A new approach to unsupervised learning
Evolving technologies have brought about an explosion of
information in recent years, but the question of how such
information might be effectively harvested, archived, and analyzed
remains a monumental challenge–for the processing of such
information is often fraught with the need for conceptual
interpretation: a relatively simple task for humans, yet an arduous
one for computers.
Inspired by the relative success of existing popular research on
self-organizing neural networks for data clustering and feature
extraction, Unsupervised Learning: A Dynamic Approach
presents information within the family of generative,
self-organizing maps, such as the self-organizing tree map (SOTM)

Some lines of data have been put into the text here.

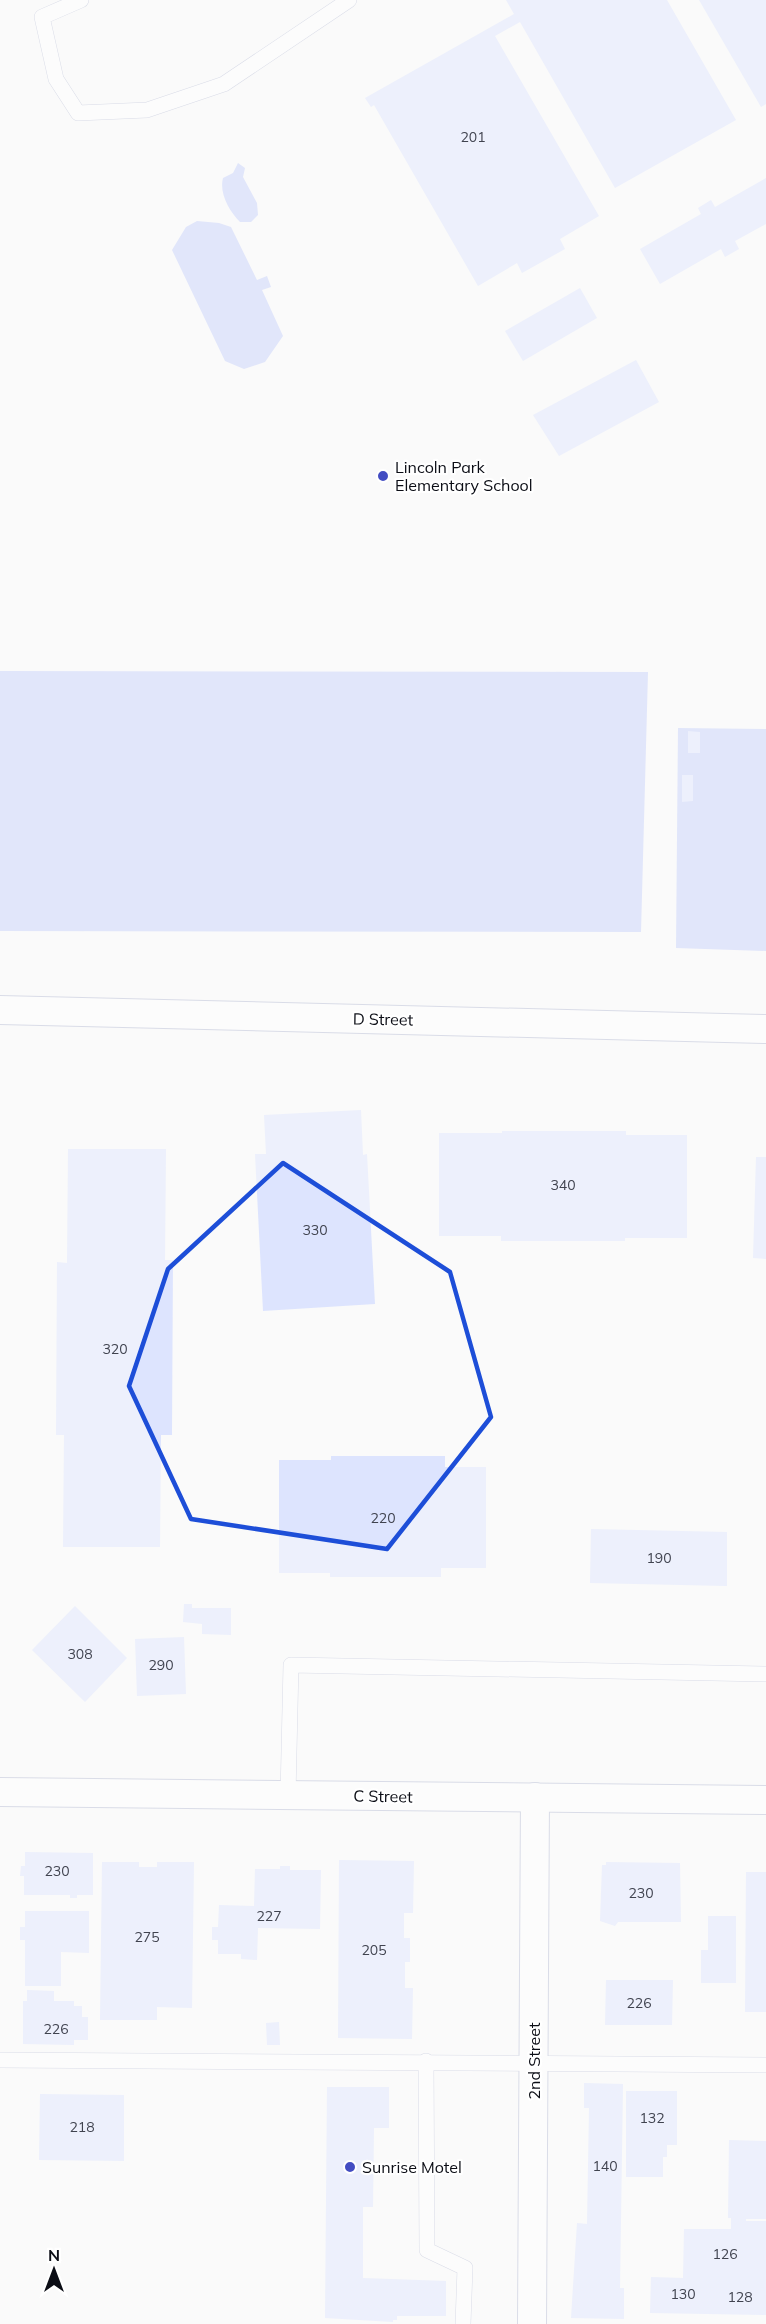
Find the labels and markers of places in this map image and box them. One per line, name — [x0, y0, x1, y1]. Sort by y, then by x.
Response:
place label: Lincoln Park Elementary School — [395, 457, 533, 495]
marker: Lincoln Park Elementary School — [376, 469, 390, 483]
place label: Sunrise Motel — [362, 2157, 462, 2177]
marker: Sunrise Motel — [343, 2160, 357, 2174]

and the more advanced self-organizing hierarchical variance map
(SOHVM). It covers a series of pertinent, real-world applications
with regard to the processing of multimedia data–from its
role in generic image processing techniques, such as the automated
modeling and removal of impulse noise in digital images, to
problems in digital asset management and its various roles in
feature extraction, visual enhancement, segmentation, and analysis
of microbiological image data.
Self-organization concepts and applications discussed
include:
* Distance metrics for unsupervised clustering
* Synaptic self-amplification and competition
* Image retrieval
* Impulse noise removal
* Microbiological image analysis
Unsupervised Learning: A Dynamic Approach introduces a
new family of unsupervised algorithms that have a basis in
self-organization, making it an invaluable resource for
researchers, engineers, and scientists who want to create systems
that effectively model oppressive volumes of data with little or no
user intervention.
Sobre o autor
MATTHEW KYAN received his Ph.D. in Electrical Engineering
in 2007 from the University of Sydney, Australia, winning the
Siemens National Prize for Innovation for his work with 3-D
confocal imaging. He is currently an Assistant Professor at Ryerson
University, Toronto, Canada.
PAISARN MUNEESAWANG received his Ph.D. from the school of
Electrical and Information Engineering at the University of Sydney
in 2002. He is currently an Associate Professor at Naresuan
University.
KAMBIZ JARRAH received his B.Eng. (with honors) in 2004
and M.A.Sc. in 2006, both in Electrical Engineering, from Ryerson
University.
LING GUAN is a Canada Research Chair in Multimedia and
Computer Technology and a Professor in Electrical and Computer
Engineering at Ryerson University, Canada.